The sweeping annual defense bill features the FedRAMP Authorization Act, which would officially authorize the government-wide cybersecurity certification and risk management program overseen by the General Services Administration. The act is designed to promote the federal implementation of FedRAMP, which aims to provide the government with a standardized certification and assessment process for acquiring secure cloud services.
Trade groups and technology organizations have pushed lawmakers to include language supporting FedRAMP codification in the latest annual defense policy bill after the House passed the authorization act in September. Ross Nodurft, executive director of the Alliance for Digital Innovation and the former head of the Office of Management and Budget's cyber team, told FCW his organization supports the inclusion of the FedRAMP Authorization Act in the NDAA.
"ADI believes that authorizing FedRAMP is the first step to fully and robustly resourcing the program so that it can accredit the many cloud-based technologies the government needs," he said.
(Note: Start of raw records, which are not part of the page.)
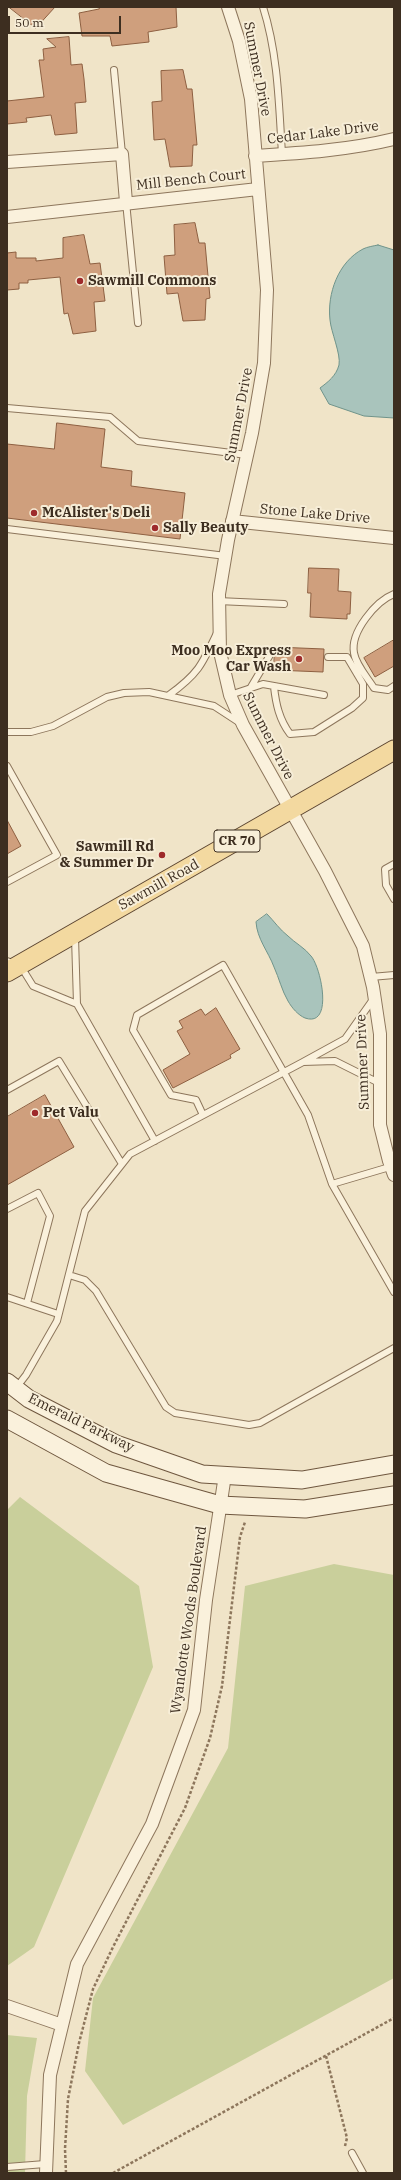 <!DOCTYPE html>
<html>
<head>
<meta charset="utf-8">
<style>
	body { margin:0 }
	#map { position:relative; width:401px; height:2180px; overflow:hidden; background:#f0e4c8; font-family:"IBM Plex Serif",serif }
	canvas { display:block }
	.frame { position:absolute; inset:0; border:8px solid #3d2e20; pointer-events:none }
	.scale { position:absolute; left:8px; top:16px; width:113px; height:18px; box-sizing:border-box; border:2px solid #3d2e20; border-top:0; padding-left:5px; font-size:12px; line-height:14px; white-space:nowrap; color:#3d2e20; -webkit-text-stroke:3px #f7eed8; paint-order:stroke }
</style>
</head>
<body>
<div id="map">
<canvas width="401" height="2180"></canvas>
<div class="frame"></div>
<div class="scale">50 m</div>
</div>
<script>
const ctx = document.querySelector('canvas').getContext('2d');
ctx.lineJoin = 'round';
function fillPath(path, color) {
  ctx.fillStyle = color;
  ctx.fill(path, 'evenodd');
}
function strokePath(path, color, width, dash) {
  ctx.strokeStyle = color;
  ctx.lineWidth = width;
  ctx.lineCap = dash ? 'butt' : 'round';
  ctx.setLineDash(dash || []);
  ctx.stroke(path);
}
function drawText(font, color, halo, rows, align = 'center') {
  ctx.font = font + ' "IBM Plex Serif",serif';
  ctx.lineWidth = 4;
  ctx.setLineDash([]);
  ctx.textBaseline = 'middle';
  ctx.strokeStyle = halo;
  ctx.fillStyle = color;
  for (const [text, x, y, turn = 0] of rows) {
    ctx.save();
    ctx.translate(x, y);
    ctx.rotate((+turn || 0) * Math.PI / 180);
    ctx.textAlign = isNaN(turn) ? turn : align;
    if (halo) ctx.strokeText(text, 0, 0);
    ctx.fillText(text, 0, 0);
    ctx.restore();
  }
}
const green = new Path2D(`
	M 20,1497 L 139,1586 L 153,1667 L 34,1947 L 7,1966 L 7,1510 Z
	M 334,1564 L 394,1575 L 394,1978 L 123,2125 L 85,2071 L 93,1998 L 228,1748 L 245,1586 Z
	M 7,2035 L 37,2038 L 27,2096 L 25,2173 L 7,2173 Z`);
const water = new Path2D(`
	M 378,245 L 394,250 L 394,418 L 364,416 L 329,404 L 320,388 C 328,382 336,376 339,365 C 341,354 331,332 330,320 C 327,294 338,262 363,249 C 367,247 373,246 378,245 Z
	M 267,914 C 274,921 280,930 288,936 C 295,943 305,948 311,956 C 321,967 334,1028 305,1018 C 298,1015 292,1008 288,1001 C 282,991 279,978 274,967 C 268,951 257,939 256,922 Z`);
const building = new Path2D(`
	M 9,7 L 55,7 L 36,28 Z
	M 99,7 L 176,7 L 177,27 L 148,32 L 149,42 L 112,46 L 110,36 L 82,36 L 79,13 L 99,9 Z
	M 69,37 L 71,65 L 82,64 L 84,79 L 86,102 L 75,103 L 77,133 L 55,135 L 51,115 L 26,118 L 27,122 L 7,124 L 7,101 L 44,97 L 39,60 L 44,60 L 43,49 L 56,47 L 47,39 Z
	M 183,70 L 187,89 L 192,89 L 197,145 L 193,145 L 192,166 L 170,167 L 165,139 L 154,140 L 152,102 L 162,101 L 161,71 Z
	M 195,223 L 199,243 L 205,243 L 210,298 L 206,299 L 205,320 L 183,321 L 178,293 L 167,294 L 164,256 L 175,255 L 174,225 Z
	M 84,235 L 90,264 L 100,263 L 105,301 L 94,302 L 96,331 L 73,334 L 68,313 L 64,314 L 60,277 L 28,280 L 28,283 L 19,283 L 19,289 L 7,290 L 7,253 L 16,252 L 16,258 L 36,258 L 36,261 L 63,258 L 63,238 Z
	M 57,423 L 105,429 L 101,467 L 132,471 L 131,486 L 185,493 L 180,539 L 7,518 L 7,444 L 54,449 Z
	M 309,568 L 339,569 L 338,591 L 351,592 L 350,614 L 347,614 L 347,619 L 310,617 L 311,593 L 308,593 Z
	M 394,640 L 394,666 L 375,677 L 364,658 Z
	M 275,647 L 324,649 L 323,672 L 274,670 Z
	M 7,820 L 21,846 L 7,854 Z
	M 216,1008 L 240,1049 L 230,1055 L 231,1058 L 173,1088 L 163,1070 L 190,1054 L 177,1031 L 183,1028 L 179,1021 L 201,1009 L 205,1015 Z
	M 45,1095 L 74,1147 L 7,1185 L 7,1117 Z`);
const path = new Path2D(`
	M 326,2056 L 347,2138 L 345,2146
	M 66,2173 L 65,2149 L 68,2099 L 79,2043 L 93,1989 L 113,1947 L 185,1808 L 210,1738 L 222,1686 L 240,1537 L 245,1522
	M 113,2173 L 394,2018`);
const service = new Path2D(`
	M 263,7 C 278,54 279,105 282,154
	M 114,70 L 122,154
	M 126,202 L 138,323
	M 7,408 L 110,417 L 138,441 L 247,455
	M 7,529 L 226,556
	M 394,594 C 376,601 350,632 354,653 C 356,665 367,677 374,688 L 388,690 L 394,686
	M 218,601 L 284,604
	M 251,687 L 270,655
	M 274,687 C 276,704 279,719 290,734 L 314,732 L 352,708 L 363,698 L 363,684 L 347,657 L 328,657
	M 169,695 C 198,674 202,665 217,633
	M 230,695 L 263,684 L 324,695
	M 7,732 L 31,732 L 53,726 L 107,697 L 124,693 L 149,692 L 214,706 L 240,723
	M 7,766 L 57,855 L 7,882
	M 394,864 L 385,869 L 386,885 L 394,899
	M 75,937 L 77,1004 L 155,1141
	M 7,961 L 20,965 L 33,986 L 77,1004
	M 371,977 L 394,975
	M 374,998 L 345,1039 L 303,1062 L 335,1061 L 379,1083
	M 7,1090 L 59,1061 L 122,1164
	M 203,1115 L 196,1100 L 171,1095 L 133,1030 L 137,1015 L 223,965 L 308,1115 L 332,1184 L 393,1166
	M 332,1184 L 394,1292
	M 7,1209 L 38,1193 L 50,1216 L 27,1303
	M 69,1275 L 85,1280 L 96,1291 L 166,1407 L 175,1413 L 249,1425 L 260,1423 L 394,1348
	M 7,1297 L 58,1314
	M 16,1388 L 26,1375 L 57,1321 L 85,1211 L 130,1154 L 303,1062
	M 352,2153 L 363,2173
	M 7,2167 L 45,2164`);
const minor = new Path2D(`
	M 228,7 L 239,41 L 251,99 L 267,290 L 264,363 L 252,433 L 228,540 L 219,594 L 220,652 L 230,695 L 243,725 L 325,871 L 363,946 L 373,987 L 380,1034 L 380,1125 L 389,1161 L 394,1175
	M 255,156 C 302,153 349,150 394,139
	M 7,162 L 122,154 L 126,202
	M 7,217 L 258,189
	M 232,521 L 394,538
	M 7,2006 L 62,2025
	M 46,2173 L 50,2075 L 77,1964 L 152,1824 L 194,1710 L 206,1600 L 225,1475`);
const secondary = new Path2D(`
	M 7,1382 L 29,1399 L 116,1444 L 202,1474 L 302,1480 L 394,1464
	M 7,1419 L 106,1473 L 220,1505 L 305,1509 L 394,1495`);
const primary = new Path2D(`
	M 7,972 L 394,750`);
const markers = [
	[80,281,4,"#9e2a2b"],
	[34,513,4,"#9e2a2b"],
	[155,528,4,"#9e2a2b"],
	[299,659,4,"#9e2a2b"],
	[162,855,4,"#9e2a2b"],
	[35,1113,4,"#9e2a2b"]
];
const shields = [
	[237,841,46]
];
const shieldNames = [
	["CR 70",237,841]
];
const streetNames = [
	["Summer Drive",257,69,79],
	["Cedar Lake Drive",323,133,-7],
	["Mill Bench Court",191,180,-6],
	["Summer Drive",239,415,-79],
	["Stone Lake Drive",315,514,5],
	["Summer Drive",268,736,63],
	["Sawmill Road",159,885,-29],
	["Summer Drive",363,1062,-92],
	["Emerald Parkway",81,1423,26],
	["Wyandotte Woods Boulevard",189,1620,-82]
];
const poiNames = [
	["Sawmill Commons",88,281],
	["McAlister's Deli",42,513],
	["Sally Beauty",163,528],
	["Moo Moo Express",291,651,"right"],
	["Car Wash",291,667,"right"],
	["Sawmill Rd",154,847,"right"],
	["& Summer Dr",154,863,"right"],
	["Pet Valu",43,1113]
];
fillPath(green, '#c9cf9b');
fillPath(water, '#a9c4bc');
strokePath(water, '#6f938a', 1);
fillPath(building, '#cf9f7d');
strokePath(building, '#8d5f41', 1);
strokePath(service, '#8d765c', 8);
strokePath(minor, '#8d765c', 14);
strokePath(secondary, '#6f573f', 19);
strokePath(primary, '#5b4430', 21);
strokePath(path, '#8d765c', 2.5, [3, 2]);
strokePath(service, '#faf1dc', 6);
strokePath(minor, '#faf1dc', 12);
strokePath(secondary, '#faf1dc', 17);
strokePath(primary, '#f3d9a0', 19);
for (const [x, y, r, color] of markers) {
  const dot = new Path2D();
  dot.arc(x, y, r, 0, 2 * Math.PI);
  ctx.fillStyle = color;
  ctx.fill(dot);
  strokePath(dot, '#f7eed8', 1.5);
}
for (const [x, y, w] of shields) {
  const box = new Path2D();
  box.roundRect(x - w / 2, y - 11, w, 22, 3);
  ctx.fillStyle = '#f7eed8';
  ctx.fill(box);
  strokePath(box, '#3d2e20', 1);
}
drawText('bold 13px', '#3d2e20', null, shieldNames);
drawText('14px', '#3d2e20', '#f7eed8', streetNames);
drawText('bold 14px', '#3d2e20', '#f7eed8', poiNames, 'left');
</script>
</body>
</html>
The authorization act would establish a board, a public-private cloud advisory committee and additional measures to streamline its use and boost government-wide implementation. The GSA administrator will also be tasked with providing a public online repository with timely guidance and resources for FedRAMP customers.
While the certification program established in 2011 has been credited with accelerating the federal government's transition to the cloud, a lack of funding and additional resources have led to implementation challenges across the government.
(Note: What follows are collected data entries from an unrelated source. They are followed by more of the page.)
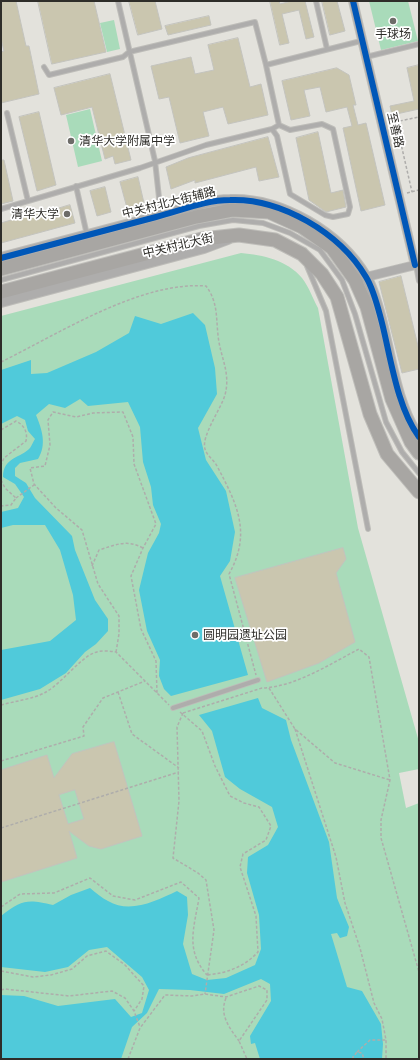 <!DOCTYPE html>
<html>
<head>
<meta charset="utf-8">
<style>
	body { margin:0 }
	#map { position:relative; width:420px; height:1060px; overflow:hidden; background:#e3e2dc; font-family:Montserrat,sans-serif }
	canvas { display:block }
	.frame { position:absolute; inset:0; border:2px solid #2e2d29; pointer-events:none }
</style>
</head>
<body>
<div id="map">
<canvas width="420" height="1060"></canvas>
<div class="frame"></div>
</div>
<script>
const ctx = document.querySelector('canvas').getContext('2d');
ctx.lineJoin = 'round';
function fill(path, color) { ctx.fillStyle = color; ctx.fill(path, 'evenodd'); }
function strokePath(path, color, width, dash) { ctx.strokeStyle = color; ctx.lineWidth = width; ctx.lineCap = dash ? 'butt' : 'round'; ctx.setLineDash(dash || []); ctx.stroke(path); }
function label(font, color, halo, rows, align = 'center') {
  ctx.font = font + ' Montserrat,"Noto Sans SC",sans-serif'; ctx.lineWidth = 3.5; ctx.setLineDash([]); ctx.textBaseline = 'middle'; ctx.strokeStyle = halo; ctx.fillStyle = color; for (const [text, x, y, turn = 0] of rows) {
    ctx.save(); ctx.translate(x, y); ctx.rotate((+turn || 0) * Math.PI / 180); ctx.textAlign = isNaN(turn) ? turn : align; if (halo) ctx.strokeText(text, 0, 0); ctx.fillText(text, 0, 0); ctx.restore();
  }
}
fill(new Path2D(`
	M369,1H408L418,41L381,50Z
	M114,20L120,49L107,52L100,23Z
	M90,109L102,161L78,167L66,115Z
	M241,253C263,255 287,260 302,278C309,287 313,299 318,308L358,528L419,742V769L399,773L406,808L419,803V1059H1V316Z`), '#a9dbba');
fill(new Path2D(`
	M193,313L205,325L215,368L217,394L198,428L206,460L226,491L235,532L230,561L220,576L248,675L171,696L164,689L159,676L160,660L147,631L139,590L148,553L159,533L161,524L153,505L151,487L143,462L140,427L128,402L88,406L80,399L65,408L49,404L36,415C42,430 47,444 38,459L20,463L15,468V476L26,483L35,498L72,536L75,550L95,600L108,619V631L96,644L85,652L66,673L40,689L1,700V650L50,641L76,620L73,595L60,550L45,525H13L1,528V512L18,508L24,497L15,484L3,477C3,457 21,458 30,448C32,445 33,442 35,439L28,431L25,420L17,416L1,424V370L31,360V374L47,373L96,352L129,333L135,316L161,324Z
	M258,698L262,708L286,720L291,740L329,842L337,898L349,927L347,936L340,938L337,933L331,934L347,987L362,991L381,1024L383,1044L382,1059H260L255,1043L251,1044L250,1036L271,1001L270,984L261,979L224,994L190,990L159,989L147,1013L132,1027L121,1059H1V995L24,996L58,1006L115,999L131,1017L142,1013L149,990L142,977L107,947L89,950L68,967L45,972L1,967V916C22,900 27,899 53,905L71,895L90,888C96,893 102,898 108,901C130,914 156,901 177,891L187,897L188,915L183,944L192,974L207,980L226,978L255,965L261,949L259,915L247,873L248,857L268,845L278,827L272,807L240,789L225,777L212,731L199,715Z`), '#50cada');
const building = new Path2D(`
	M1,1H16L26,46H29L39,94L1,103V52L4,51L1,39Z
	M38,1H94L106,52L52,64Z
	M129,1H155L162,29L138,35Z
	M270,1H279L280,4L292,1H305L314,37L306,39L299,10L282,14L289,43L280,45Z
	M322,1H337L345,31L330,35Z
	M209,16L211,25L168,35L165,26Z
	M238,38L250,87L261,84L268,115L228,124L223,107L203,112L209,136L180,143L169,97L159,99L151,66L191,57L195,74L214,70L208,45Z
	M419,65V109L392,115L390,106L414,101L407,68Z
	M337,68L349,75L356,105H353L358,125L366,123L385,205L361,211L343,128L352,126L347,107L326,112L320,87L304,90L310,116L291,120L282,81Z
	M110,74L131,160L115,164L113,156L105,159L92,107L61,115L54,88Z
	M39,112L56,185L37,191L19,117Z
	M318,132L331,193L343,190L346,207L326,212L309,200L296,138Z
	M268,137L279,177L259,181L256,167L195,183V180L171,189L166,167L188,158Z
	M1,160H4L13,201L1,204Z
	M138,177L144,203L127,208L120,182Z
	M105,187L111,212L97,216L90,191Z
	M70,205L75,223L1,243V223L48,209V211Z
	M401,276L419,350V369L402,373L379,282Z
	M343,548L346,559L336,573L355,642L319,663L267,682L235,578Z
	M114,742L142,836L101,849L89,846L69,831L77,858L1,882V770L47,755L54,778L72,754ZM75,790L84,819L68,824L59,795Z`);
fill(building, '#cac6af');
strokePath(building, '#c3c3be', 1);
const service = new Path2D(`
	M118,1L155,161L161,216
	M316,1L327,49
	M366,57L419,44
	M44,67L49,75L123,57L129,52L255,22L266,65
	M7,113L28,201
	M279,125L266,65L361,41
	M272,129L277,136L290,194L325,215L333,217L348,214L350,207L333,129L322,124L290,130L279,125
	M76,186L87,235
	M1,209L140,168L206,145L272,129L279,125
	M416,265L419,281
	M307,266L326,311L368,529
	M1,280L199,226L233,220L263,223L290,233L320,250L342,280L355,314L386,422L402,452L419,473
	M173,708L258,680`);
const minor = new Path2D(`
	M353,1L415,265
	M362,278L419,264`);
const tertiary = new Path2D(`
	M1,258C53,244 104,231 156,217C180,211 205,200 230,200C281,198 340,233 366,277C374,290 378,308 382,323C391,359 397,407 419,437
	M1,302L204,248L228,239`);
const primary = new Path2D(`
	M1,269L196,217L232,210L269,212L302,227L332,248L355,280L367,307L392,399L411,442L419,453
	M1,292L202,239L239,235L275,240L302,254L322,274L337,297L370,414L387,454L419,492`);
strokePath(service, '#bebdb9', 6);
strokePath(minor, '#bebdb9', 10);
strokePath(tertiary, '#bebdb9', 12);
strokePath(primary, '#bebdb9', 15);
strokePath(new Path2D(`
	M396,122L412,192
	M390,123L419,117
	M407,193L419,190
	M1,362C60,333 141,281 206,286C218,302 216,317 218,335C220,357 231,372 225,395C221,409 201,436 205,449C207,456 214,460 217,466C237,504 252,533 229,574L256,675
	M1,430L16,421C24,425 28,432 26,441L4,458L1,465
	M1,480L5,488L16,498L11,505L1,506
	M16,498L34,485
	M92,566L99,550C115,545 127,539 143,548
	M116,652L119,634V616L98,584L82,530L56,508L34,484L30,468L45,466L50,445L48,420L53,412L76,417L93,413L123,412L133,437L134,464L156,524L143,548L131,576L141,629L156,661L157,693
	M269,688L295,729L335,763L390,780
	M118,692L132,734L179,768
	M1,705C15,701 34,699 46,692C62,683 80,658 94,653C100,650 109,651 116,652L169,705
	M180,712L202,731L215,766L230,796L244,803L259,807L271,826L266,840L243,854L240,867L256,916L258,952C244,967 227,973 207,975
	M183,713L262,688C295,687 330,664 359,649L369,657L390,780L381,820V838L419,972
	M183,713L177,727L179,801L173,858L198,873L206,880L214,930L205,994
	M295,729L336,857L345,903L360,948L374,1003L382,1019L386,1040V1059
	M1,761L84,736L83,727L103,698L145,681
	M1,828L179,772
	M1,907L20,894L54,893L90,878L113,896L135,900L181,882L199,898C194,928 185,950 207,975
	M1,971L33,977L51,975L72,969L87,956L106,951L125,965L144,986L142,999L134,1011
	M1,990L5,989L69,996L112,991L125,998L134,1011L140,1027
	M226,998C219,1015 229,1027 239,1041
	M357,1052L370,1040H386
	M128,1059L140,1028L165,995L192,996L205,994L226,997L259,986L267,990V1000L239,1041L247,1059
	M353,1059V1057L357,1052L362,1053L364,1059`), '#aeadab', 1.5, [3, 2]);
strokePath(service, '#aeadac', 4);
strokePath(minor, '#aeadac', 8);
strokePath(tertiary, '#aeadac', 10);
strokePath(primary, '#a8a6a3', 13);
strokePath(new Path2D(`
	M353,1L415,265
	M1,258C53,244 104,231 156,217C180,211 205,200 230,200C281,198 340,233 366,277C374,290 378,308 382,323C391,359 397,407 419,437`), '#0057b8', 6);
for (const [x, y, r, color] of [
	[393,21,4,"#6d6c68"],
	[71,141,4,"#6d6c68"],
	[67,214,4,"#6d6c68"],
	[195,635,4,"#6d6c68"]
]) { const dot = new Path2D(); dot.arc(x, y, r, 0, 2 * Math.PI); ctx.fillStyle = color; ctx.fill(dot); strokePath(dot, '#fff', 1.5); }
label('12px', '#2e2d29', '#fff', [
	["手球场",393,34,"center"],
	["清华大学附属中学",79,141],
	["清华大学",59,214,"right"],
	["圆明园遗址公园",203,635]
], 'left');
label('12px', '#2e2d29', '#fff', [
	["至善路",395,130,77],
	["中关村北大街辅路",169,203,-14],
	["中关村北大街",178,246,-13]
]);
</script>
</body>
</html>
The Government Accountability Office found in 2019 that many of the 24 federal agencies it reviewed were continuing to use cloud services that were not authorized through the program, while four major agencies selected for a more thorough review did not report required information around their cloud system's security plans and in security assessment reports.
The Information Technology and Innovation Foundation has also called on Congress to provide FedRAMP with critical funding, writing in a recent report: "Congress and the administration should do more to improve FedRAMP and provide it with the necessary funding to hire more people to review cloud services promptly."
Lena Smart, chief information security officer of the cloud database company MongoDB, told FCW she hopes a forthcoming national cybersecurity strategy will feature "more investment in the FedRAMP program" to "move the 'cloud-first' project forward more quickly.
"The process has to be expedited to enable government agencies to move to the cloud and modernize their digital infrastructure while taking advantage of the security features that it has to offer," she said.